Articles

What mistakes to avoid when applying for a car loan

by Kanika Shelatkar Insurance Consultant

Cars are never just a vehicle; it is a passion for many of us, while it is a necessity for some others. After investing in a home, the car is the next significant investment for most of us. Purchasing a vehicle is also quite exciting, and it needs a lot of work too, which includes analysis to find the right car within your budget, available financing options, vehicle add-ons etc.

Finding the right financing alternative or car finance is very critical among all the efforts one has to put in. Choosing the wrong funding partner or not understanding the terms and conditions will damage your wallet in times to come. Today we've collected some of the standard but costly mistakes in car loans to avoid.

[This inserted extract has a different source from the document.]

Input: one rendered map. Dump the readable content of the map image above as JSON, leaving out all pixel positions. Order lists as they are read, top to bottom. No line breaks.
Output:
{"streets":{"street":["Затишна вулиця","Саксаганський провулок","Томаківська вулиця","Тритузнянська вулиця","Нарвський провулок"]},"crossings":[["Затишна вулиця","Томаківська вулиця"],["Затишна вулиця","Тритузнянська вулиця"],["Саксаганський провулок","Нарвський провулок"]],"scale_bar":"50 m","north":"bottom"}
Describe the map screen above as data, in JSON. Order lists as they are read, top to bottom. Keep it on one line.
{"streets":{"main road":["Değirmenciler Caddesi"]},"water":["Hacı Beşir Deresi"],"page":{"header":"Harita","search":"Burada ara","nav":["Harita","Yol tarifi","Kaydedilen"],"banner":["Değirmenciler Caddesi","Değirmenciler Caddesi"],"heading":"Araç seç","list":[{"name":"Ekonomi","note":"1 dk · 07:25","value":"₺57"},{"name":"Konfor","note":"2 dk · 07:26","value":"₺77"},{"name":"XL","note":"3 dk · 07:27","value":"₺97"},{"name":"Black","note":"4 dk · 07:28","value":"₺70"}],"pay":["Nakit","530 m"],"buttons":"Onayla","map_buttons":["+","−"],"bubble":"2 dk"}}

Not verifying the credit score and FOIR: The credit score and FOIR are the first two assessments a lender makes before a loan is approved. All verifications are performed to determine a car loan applicant's creditworthiness. The credit score is a numerical term provided by credit bureaus that represents a person's past credit behaviour. Lenders review the credit report to find out if you were well-organized with your previous loan payment.

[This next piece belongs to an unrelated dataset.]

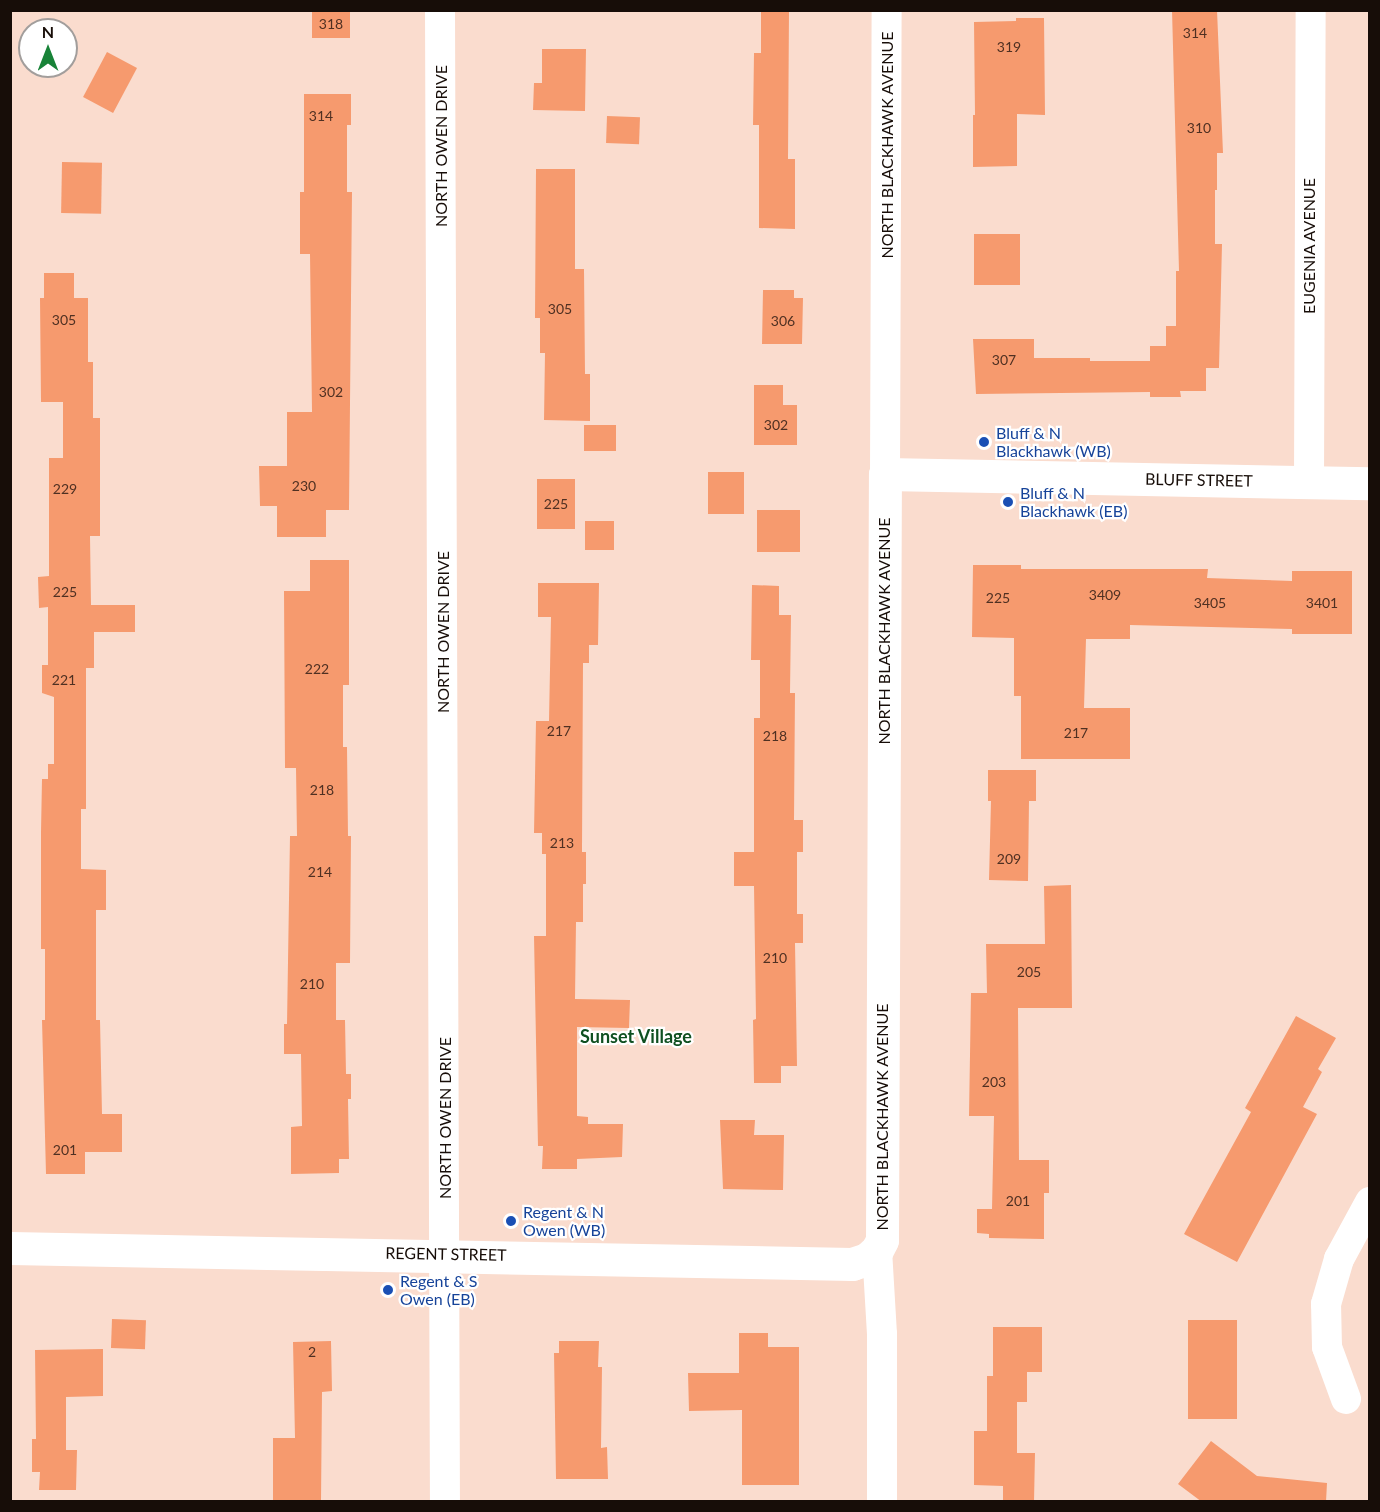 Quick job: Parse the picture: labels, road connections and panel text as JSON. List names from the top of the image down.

The next assessment is done by checking the FOIR. The FOIR (Fixed Obligation to Income Ratio). This calculation finds out your existing obligations along with the applied loan. If the total of all payables is more than 50 per cent of the net monthly income, the lender may not grant you the car loan.

Not comparing the loan alternatives: A car's funding can be availed mainly from two sources. The first is directly from a financial institution, and the second is dealer support. There are some pros and cons to both options. Furthermore, if you want to choose a bank financing, you must pick the right bank for the four-wheeler loan. The interest rate and the terms and conditions can vary from lender to lender, like a personal loan. Comparing the funding choices will help you save a large sum of money in overall loan outgoings.

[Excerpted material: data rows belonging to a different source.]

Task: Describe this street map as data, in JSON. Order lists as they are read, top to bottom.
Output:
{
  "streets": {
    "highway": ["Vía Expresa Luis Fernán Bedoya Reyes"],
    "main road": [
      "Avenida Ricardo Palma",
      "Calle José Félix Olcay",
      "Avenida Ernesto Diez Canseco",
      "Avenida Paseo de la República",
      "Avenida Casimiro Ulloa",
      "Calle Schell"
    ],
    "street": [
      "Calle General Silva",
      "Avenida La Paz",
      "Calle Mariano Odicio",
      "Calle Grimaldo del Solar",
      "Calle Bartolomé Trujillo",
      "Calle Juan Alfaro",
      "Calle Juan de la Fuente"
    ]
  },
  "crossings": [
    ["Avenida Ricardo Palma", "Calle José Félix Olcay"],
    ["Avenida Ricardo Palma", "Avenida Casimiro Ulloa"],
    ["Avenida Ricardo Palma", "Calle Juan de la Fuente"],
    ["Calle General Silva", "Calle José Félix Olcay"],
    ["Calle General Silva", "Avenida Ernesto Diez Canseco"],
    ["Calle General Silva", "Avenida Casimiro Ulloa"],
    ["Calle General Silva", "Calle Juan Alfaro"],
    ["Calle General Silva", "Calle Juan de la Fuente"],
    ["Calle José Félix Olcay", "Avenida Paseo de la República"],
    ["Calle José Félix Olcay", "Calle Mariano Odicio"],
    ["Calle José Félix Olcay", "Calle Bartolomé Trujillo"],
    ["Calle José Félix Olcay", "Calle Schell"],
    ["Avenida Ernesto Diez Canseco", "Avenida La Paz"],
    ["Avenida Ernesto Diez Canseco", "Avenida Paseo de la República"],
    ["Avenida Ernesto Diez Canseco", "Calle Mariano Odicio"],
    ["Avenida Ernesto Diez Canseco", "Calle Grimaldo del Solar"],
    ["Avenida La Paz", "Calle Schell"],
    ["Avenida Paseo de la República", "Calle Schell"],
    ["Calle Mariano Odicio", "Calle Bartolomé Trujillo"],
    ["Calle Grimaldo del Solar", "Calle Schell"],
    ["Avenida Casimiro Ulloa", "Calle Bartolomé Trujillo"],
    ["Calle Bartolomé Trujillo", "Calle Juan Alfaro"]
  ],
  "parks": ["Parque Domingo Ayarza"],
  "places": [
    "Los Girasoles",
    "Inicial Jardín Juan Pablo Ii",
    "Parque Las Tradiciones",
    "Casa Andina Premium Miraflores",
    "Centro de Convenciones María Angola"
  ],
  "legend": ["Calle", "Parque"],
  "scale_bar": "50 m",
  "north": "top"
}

Long loan period: The long term of the car loan can often sound appealing as the monthly outgoings get smaller. But never to forget that a vehicle is a depreciating asset. The value of the car, especially the value of the new vehicle, depreciates very early. But keeping the term longer will hurt you in two ways. First, the borrowing cost will be higher due to the cumulative interest rate, and second, by the time you end up paying the EMIs, the car's value will depreciate in the market to a significant degree.

Not making down payment: A loan down payment is also useful in reducing borrowing costs. The or deals like 'zero down payment' tend to be an excellent deal for a car buyer, but if you turn the coin and see the other side you will know they are marketing gimmicks.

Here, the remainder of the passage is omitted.